[Data records]

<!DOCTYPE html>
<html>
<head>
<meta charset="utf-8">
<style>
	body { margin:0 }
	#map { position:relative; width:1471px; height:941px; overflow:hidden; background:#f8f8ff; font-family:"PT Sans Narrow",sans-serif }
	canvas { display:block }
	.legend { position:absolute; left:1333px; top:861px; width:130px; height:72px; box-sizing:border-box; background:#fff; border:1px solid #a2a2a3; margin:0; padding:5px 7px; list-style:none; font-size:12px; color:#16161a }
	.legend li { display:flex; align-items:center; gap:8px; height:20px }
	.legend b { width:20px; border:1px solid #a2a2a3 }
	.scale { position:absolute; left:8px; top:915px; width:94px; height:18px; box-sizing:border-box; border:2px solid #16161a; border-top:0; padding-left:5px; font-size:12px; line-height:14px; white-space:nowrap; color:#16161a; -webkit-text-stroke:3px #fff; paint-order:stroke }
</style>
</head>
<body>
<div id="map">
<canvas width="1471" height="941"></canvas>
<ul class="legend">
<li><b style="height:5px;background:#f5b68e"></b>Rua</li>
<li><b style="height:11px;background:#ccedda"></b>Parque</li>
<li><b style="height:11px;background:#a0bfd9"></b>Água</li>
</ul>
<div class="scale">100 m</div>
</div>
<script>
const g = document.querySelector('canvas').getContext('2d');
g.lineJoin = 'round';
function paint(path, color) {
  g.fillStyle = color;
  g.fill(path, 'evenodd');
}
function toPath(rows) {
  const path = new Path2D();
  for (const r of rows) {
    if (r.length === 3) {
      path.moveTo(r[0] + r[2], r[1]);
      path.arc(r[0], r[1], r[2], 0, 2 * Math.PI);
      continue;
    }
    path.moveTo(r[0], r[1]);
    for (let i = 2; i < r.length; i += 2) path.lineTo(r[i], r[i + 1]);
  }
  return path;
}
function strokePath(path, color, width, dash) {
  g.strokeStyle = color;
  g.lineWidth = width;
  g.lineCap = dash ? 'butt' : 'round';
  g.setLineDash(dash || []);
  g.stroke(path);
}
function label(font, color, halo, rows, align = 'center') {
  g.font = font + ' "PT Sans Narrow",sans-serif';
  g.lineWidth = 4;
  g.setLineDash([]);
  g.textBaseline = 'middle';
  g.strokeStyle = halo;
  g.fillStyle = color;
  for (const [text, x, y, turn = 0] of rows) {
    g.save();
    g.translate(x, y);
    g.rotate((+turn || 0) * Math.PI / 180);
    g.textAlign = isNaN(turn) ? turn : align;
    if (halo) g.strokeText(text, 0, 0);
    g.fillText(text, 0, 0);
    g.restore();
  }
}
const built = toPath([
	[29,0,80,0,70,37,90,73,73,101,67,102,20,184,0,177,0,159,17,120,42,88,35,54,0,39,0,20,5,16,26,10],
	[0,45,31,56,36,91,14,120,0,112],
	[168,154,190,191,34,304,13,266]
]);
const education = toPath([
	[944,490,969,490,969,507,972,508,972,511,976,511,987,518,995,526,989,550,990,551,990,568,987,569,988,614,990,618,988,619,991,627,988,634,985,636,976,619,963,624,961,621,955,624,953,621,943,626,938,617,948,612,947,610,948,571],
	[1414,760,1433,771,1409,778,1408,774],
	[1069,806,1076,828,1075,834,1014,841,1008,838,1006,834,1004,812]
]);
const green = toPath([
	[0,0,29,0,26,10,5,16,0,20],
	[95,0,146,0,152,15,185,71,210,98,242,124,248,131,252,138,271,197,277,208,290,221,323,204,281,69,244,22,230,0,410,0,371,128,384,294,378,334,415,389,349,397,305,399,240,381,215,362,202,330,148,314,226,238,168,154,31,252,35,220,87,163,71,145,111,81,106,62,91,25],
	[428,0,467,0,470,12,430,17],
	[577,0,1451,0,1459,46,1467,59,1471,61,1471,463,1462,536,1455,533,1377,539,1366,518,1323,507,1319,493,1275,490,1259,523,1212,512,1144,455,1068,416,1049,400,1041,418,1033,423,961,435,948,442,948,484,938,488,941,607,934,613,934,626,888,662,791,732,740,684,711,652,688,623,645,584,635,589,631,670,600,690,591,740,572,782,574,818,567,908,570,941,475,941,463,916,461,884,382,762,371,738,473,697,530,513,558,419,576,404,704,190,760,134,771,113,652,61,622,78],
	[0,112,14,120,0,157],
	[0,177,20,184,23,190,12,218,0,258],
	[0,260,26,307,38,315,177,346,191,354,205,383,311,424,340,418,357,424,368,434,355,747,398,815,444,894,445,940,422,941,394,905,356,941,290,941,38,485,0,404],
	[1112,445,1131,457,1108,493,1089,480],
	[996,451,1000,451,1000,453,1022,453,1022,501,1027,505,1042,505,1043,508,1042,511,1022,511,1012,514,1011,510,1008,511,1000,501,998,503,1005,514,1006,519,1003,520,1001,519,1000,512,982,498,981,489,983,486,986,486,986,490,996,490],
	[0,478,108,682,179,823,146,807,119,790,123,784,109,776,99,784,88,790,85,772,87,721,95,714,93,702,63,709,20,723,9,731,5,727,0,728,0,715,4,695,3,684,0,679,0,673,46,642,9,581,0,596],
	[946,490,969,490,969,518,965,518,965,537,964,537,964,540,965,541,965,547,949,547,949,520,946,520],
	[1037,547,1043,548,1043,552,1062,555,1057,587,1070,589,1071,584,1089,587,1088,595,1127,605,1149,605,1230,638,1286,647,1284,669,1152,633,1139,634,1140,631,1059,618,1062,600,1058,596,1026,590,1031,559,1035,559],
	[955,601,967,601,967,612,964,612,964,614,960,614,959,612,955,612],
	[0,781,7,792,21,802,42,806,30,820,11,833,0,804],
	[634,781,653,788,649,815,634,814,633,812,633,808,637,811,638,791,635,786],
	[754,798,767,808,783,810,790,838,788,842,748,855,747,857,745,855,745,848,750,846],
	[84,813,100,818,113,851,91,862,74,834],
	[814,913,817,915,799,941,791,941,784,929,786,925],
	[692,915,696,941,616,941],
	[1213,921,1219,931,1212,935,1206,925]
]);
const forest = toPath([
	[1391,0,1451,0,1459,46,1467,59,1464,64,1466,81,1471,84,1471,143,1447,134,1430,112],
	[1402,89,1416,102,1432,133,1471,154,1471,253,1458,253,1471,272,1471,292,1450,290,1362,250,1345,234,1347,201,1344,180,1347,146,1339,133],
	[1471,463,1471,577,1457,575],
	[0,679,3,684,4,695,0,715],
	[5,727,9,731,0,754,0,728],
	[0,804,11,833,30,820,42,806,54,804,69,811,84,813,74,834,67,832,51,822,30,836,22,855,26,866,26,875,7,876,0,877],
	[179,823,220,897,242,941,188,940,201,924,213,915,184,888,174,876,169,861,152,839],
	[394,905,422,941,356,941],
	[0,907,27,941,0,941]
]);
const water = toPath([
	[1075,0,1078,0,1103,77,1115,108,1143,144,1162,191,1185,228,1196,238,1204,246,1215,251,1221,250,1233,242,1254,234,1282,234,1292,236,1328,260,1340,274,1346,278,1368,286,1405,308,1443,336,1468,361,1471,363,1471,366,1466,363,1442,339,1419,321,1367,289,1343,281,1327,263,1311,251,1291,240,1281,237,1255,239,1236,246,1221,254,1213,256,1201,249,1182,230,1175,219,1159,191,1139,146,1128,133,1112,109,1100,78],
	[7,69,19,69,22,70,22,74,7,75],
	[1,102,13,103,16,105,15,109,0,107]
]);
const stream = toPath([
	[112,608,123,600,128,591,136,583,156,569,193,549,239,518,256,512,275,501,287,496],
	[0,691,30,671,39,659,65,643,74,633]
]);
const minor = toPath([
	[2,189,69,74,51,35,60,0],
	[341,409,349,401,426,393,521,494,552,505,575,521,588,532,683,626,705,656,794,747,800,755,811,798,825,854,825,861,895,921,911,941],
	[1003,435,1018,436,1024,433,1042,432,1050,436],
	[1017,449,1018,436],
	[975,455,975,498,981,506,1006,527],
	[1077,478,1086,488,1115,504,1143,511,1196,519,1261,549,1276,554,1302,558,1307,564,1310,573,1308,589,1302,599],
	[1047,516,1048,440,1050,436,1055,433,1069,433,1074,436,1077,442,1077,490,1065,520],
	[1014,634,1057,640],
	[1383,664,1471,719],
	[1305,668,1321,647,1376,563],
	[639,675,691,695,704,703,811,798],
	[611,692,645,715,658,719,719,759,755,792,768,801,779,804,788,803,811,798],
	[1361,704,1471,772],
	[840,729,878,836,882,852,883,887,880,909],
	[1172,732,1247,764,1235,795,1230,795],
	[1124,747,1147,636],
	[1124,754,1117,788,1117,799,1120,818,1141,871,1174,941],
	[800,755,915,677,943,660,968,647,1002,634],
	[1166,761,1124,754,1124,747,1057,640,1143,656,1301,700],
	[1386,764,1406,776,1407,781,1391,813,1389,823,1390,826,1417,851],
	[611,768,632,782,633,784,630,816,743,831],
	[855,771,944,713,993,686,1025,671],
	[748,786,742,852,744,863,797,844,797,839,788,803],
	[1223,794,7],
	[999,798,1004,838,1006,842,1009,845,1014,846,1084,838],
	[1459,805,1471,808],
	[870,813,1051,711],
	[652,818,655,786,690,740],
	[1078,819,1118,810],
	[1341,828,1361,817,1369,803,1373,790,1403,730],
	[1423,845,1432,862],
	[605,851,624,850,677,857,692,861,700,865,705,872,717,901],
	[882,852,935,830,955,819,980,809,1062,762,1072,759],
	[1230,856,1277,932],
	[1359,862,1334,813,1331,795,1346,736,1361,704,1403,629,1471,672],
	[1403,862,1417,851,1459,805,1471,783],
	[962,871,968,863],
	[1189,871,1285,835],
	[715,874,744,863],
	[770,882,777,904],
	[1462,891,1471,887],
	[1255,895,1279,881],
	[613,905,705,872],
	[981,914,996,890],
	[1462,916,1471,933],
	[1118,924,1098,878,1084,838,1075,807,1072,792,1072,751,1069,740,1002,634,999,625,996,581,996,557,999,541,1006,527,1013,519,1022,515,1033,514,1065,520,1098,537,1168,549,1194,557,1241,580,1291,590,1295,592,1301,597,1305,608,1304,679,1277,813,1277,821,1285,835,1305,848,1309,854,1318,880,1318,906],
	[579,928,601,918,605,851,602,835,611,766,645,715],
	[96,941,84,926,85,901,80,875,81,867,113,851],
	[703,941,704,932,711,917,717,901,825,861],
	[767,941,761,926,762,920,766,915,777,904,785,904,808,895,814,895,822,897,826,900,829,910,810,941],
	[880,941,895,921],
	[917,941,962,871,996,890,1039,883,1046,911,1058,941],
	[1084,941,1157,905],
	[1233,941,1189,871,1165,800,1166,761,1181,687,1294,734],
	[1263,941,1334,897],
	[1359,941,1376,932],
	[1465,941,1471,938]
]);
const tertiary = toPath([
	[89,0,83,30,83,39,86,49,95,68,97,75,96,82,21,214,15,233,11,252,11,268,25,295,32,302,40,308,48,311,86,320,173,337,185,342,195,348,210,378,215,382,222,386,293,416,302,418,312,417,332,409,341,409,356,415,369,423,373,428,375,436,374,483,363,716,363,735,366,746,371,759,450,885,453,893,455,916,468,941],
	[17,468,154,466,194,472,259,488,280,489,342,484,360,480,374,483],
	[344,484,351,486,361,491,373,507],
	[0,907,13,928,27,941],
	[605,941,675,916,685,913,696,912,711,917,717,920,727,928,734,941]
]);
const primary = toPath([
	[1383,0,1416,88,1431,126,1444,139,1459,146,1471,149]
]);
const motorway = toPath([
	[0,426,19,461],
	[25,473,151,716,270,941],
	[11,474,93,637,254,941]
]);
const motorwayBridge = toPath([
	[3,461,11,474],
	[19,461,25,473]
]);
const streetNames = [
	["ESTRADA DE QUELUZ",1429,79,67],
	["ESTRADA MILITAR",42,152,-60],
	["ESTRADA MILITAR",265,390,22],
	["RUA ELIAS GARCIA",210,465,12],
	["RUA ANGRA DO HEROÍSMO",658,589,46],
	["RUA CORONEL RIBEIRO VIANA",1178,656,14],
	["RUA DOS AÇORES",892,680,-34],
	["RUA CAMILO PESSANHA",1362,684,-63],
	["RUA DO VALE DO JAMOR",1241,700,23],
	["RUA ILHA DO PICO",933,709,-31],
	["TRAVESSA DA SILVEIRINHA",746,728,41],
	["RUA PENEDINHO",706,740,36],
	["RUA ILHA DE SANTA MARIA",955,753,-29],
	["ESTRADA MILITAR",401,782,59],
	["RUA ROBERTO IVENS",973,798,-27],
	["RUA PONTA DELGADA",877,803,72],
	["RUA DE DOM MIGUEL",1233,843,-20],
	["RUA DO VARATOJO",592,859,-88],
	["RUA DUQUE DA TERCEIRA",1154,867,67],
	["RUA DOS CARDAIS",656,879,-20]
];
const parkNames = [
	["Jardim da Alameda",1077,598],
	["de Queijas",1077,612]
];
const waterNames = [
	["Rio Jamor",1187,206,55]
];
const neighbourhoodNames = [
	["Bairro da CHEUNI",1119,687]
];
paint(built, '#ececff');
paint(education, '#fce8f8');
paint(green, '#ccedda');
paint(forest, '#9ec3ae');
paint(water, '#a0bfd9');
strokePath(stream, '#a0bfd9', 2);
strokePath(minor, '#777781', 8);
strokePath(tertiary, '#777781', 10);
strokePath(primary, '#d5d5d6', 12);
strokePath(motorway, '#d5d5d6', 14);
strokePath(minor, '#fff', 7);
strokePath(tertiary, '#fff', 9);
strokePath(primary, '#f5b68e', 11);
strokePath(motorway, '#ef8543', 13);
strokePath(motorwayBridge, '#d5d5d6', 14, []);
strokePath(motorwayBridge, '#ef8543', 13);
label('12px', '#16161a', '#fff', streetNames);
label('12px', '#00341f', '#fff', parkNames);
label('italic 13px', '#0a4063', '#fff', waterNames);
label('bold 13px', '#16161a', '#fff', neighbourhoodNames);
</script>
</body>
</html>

PROBLEM TO WORK ON
Would you please copy every line in the data that contains the word "function"?

COMPLETED EXERCISE
function paint(path, color) {
function toPath(rows) {
function strokePath(path, color, width, dash) {
function label(font, color, halo, rows, align = 'center') {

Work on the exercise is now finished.